Je me suis habitué au gigantisme. C’est impressionnant quand on débute. Ensuite, c’est normal. Je n’ai plus peur de me trouver sous un bloc de plusieurs centaines de tonnes accroché au portique. S’il y a une élingue qui casse, c’est fini… Mais bon, il ne faut pas y penser. Il ne faut pas penser non plus aux accidents d’amarrage. Sur un méthanier, j’ai vu une grosse aussière en acier casser. Nous, nous étions sur l’eau. C’est aller claquer sur la coque. Ça a fait un éclair. Ça calme ! Le coup de fouet d’une aussière qui flashe, c’est très dangereux…

Mais le vrai problème, c’est qu’il faut aller de plus en plus vite. Alors tout se complique quand l’obligation de respecter les délais bouleverse le planning et l’organisation de l’espace. Il est arrivé que nous devions démonter des tins qu’on avait construits et réglés : ils gênaient pour déposer momentanément un bloc qui n’avait pas trouvé de place sur l’aire de prémontage. Donc, c’est un peu frustrant. On fait bien le travail au départ, nickel, et on doit le défaire. Et quand il faut le refaire rapidement, on reprend la même chose, on réalise un réglage partiel, on remet des languettes en dessous, on triche, on reprend le niveau, on refait un contrôle derrière. Mais voilà, c’est double boulot. De plus, cette co-activité, dans un endroit où ce n’était pas prévu, génère des déchargements de camions. Ça bouge partout, ça se précipite. On se retrouve avec les charpentiers qui viennent préparer leur chantier provisoire. Ça se croise. On essaie de s’entendre. Il y a des moments où il faut qu’ils accélèrent.

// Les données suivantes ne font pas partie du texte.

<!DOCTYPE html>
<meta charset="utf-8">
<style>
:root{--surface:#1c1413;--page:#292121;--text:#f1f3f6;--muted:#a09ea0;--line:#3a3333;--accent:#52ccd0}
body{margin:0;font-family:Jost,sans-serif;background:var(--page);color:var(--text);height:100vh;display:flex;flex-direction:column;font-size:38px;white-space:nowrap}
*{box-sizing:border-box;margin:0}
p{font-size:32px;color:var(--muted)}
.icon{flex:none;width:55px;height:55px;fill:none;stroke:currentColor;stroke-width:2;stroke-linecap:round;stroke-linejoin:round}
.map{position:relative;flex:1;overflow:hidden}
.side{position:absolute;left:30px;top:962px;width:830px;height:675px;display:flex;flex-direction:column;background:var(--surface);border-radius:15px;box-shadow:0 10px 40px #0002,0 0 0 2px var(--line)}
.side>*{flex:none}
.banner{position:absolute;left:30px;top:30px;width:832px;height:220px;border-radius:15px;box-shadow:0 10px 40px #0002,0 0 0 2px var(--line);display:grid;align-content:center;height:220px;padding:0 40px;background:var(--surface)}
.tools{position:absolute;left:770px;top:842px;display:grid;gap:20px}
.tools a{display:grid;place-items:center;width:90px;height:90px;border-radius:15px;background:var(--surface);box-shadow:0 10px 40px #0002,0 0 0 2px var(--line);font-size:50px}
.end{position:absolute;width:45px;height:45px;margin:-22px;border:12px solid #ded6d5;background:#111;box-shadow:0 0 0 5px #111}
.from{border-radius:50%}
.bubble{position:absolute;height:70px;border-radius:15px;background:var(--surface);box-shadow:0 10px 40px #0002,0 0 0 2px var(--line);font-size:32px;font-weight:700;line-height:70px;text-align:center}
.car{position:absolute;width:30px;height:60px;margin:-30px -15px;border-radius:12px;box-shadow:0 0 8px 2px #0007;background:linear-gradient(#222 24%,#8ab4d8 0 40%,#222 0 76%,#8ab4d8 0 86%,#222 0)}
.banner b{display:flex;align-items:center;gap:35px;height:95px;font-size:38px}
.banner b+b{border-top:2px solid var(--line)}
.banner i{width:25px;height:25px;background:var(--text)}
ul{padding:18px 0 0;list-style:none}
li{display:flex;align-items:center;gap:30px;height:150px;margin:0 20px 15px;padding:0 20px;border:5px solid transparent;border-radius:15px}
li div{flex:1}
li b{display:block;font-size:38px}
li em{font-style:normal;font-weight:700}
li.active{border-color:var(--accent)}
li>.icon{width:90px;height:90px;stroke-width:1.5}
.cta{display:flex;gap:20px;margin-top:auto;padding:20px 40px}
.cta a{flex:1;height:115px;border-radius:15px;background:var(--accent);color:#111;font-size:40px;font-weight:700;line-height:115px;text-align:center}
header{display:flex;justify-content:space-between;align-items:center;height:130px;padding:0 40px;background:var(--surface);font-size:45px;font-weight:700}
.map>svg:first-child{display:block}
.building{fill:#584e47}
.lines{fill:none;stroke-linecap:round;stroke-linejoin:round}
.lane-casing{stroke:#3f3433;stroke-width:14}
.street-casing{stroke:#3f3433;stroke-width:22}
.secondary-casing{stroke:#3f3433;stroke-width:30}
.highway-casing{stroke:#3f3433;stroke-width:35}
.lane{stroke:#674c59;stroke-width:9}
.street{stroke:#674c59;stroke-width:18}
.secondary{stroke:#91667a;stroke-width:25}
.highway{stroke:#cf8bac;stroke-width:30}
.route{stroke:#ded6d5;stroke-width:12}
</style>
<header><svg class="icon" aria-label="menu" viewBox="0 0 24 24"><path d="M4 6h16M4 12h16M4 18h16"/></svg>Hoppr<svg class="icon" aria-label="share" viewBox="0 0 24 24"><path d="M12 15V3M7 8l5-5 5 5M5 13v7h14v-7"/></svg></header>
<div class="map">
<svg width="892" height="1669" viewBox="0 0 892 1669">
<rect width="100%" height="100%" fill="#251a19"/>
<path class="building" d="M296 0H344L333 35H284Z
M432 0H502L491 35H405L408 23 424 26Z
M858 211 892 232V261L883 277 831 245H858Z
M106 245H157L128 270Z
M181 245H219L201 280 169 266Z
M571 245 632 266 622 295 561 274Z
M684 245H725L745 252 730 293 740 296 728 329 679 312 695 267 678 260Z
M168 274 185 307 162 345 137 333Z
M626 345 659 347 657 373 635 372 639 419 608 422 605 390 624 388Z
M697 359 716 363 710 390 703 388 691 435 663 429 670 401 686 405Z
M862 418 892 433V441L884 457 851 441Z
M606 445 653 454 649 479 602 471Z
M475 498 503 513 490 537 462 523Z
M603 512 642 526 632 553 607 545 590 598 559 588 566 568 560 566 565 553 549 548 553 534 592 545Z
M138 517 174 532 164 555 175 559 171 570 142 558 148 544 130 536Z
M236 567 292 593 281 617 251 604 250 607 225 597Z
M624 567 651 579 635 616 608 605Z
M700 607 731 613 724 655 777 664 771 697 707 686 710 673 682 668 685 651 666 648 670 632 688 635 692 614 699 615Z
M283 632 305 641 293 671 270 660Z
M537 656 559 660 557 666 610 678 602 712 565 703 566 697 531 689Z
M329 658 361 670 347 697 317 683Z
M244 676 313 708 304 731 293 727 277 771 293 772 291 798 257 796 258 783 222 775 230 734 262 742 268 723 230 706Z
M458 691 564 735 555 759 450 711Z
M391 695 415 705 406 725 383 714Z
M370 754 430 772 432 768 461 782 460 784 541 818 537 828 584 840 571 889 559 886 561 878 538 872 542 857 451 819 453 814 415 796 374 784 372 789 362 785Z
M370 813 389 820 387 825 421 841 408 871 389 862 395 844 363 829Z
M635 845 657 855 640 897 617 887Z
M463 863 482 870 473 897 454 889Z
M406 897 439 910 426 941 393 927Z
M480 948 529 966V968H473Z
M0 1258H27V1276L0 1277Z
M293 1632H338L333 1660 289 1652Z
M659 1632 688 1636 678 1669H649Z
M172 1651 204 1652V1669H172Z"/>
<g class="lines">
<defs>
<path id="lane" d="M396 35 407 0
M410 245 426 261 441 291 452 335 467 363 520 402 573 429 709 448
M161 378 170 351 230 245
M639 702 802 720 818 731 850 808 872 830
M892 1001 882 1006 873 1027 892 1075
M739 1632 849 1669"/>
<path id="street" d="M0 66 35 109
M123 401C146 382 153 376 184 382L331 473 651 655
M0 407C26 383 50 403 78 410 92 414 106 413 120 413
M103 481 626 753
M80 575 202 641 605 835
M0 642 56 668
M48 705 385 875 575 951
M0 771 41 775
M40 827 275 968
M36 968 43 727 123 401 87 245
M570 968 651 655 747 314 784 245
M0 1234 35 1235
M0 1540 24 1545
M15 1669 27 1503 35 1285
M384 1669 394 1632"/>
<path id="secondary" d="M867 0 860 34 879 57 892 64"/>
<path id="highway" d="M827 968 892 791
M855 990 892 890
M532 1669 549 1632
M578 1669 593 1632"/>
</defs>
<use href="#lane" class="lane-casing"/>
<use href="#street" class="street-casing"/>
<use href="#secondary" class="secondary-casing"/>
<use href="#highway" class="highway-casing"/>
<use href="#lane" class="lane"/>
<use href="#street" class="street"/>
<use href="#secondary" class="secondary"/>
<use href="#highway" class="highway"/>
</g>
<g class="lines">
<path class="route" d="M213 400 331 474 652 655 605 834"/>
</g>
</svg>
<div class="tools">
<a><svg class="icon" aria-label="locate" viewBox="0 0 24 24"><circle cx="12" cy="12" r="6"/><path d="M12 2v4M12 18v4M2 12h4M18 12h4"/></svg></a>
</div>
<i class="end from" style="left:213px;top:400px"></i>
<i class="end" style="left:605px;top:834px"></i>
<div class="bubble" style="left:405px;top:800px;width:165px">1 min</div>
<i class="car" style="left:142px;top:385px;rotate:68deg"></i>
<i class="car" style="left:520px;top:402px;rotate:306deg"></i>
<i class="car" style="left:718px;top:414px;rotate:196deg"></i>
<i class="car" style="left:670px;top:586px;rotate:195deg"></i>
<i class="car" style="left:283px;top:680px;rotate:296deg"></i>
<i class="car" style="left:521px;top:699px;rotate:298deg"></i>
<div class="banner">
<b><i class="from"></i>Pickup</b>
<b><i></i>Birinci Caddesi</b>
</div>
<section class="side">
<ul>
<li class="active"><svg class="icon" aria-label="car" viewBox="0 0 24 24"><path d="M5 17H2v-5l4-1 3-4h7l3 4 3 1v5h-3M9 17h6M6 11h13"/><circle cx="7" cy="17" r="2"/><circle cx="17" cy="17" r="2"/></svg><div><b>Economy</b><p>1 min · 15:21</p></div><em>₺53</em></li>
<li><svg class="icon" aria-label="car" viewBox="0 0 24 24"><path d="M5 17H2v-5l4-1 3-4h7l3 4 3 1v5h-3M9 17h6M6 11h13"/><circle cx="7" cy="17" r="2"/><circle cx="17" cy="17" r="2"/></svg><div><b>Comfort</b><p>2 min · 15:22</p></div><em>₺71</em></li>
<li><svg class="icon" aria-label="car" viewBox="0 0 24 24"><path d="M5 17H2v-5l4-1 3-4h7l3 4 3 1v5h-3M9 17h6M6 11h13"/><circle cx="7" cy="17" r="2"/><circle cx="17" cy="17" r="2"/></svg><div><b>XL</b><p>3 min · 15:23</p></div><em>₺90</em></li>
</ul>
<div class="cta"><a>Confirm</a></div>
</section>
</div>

Nous aussi. Ça coince. On peut se retrouver à une bonne dizaine sur le même périmètre avec des engins de levage, et même des grues.

À force de subir cette pression, à force de soulever des choses lourdes, de manipuler une raboteuse sur un sol encore enduit de vase, de passer des amarrages, de tirer les barges dans des positions un peu tordues, j’ai fini par m’abimer le dos. Maintenant, je colle du PVC dans un atelier qui pré-arme les panneaux. C’est moins lourd… C’est un autre univers. Mon travail consiste à assembler des tuyaux en plastique parce que, maintenant, il y a moins de tuyaux en acier. Il faut alléger. Là je suis un peu isolé avec une équipe roumaine, et une équipe lituanienne et ukrainienne. Les communications sont un peu difficiles. Je ne vais pas me plaindre non plus, mais je préférais le boulot d’avant. C’était plus intéressant d’être dans la cale, au contact de ces navires que je voyais naitre, grandir et partir. Quand un bateau s’en va, on a tous un sentiment de fierté. On se dit : ça y est, c’est bon. Et il y en a un autre qui s’annonce.

Yvan Launay

Propos recueillis et mis en récit par Pierre Madiot

 


 

« Vous faites quoi dans la vie ? », Éditions de l’Atelier, 2017. 16€ (frais de port inclus)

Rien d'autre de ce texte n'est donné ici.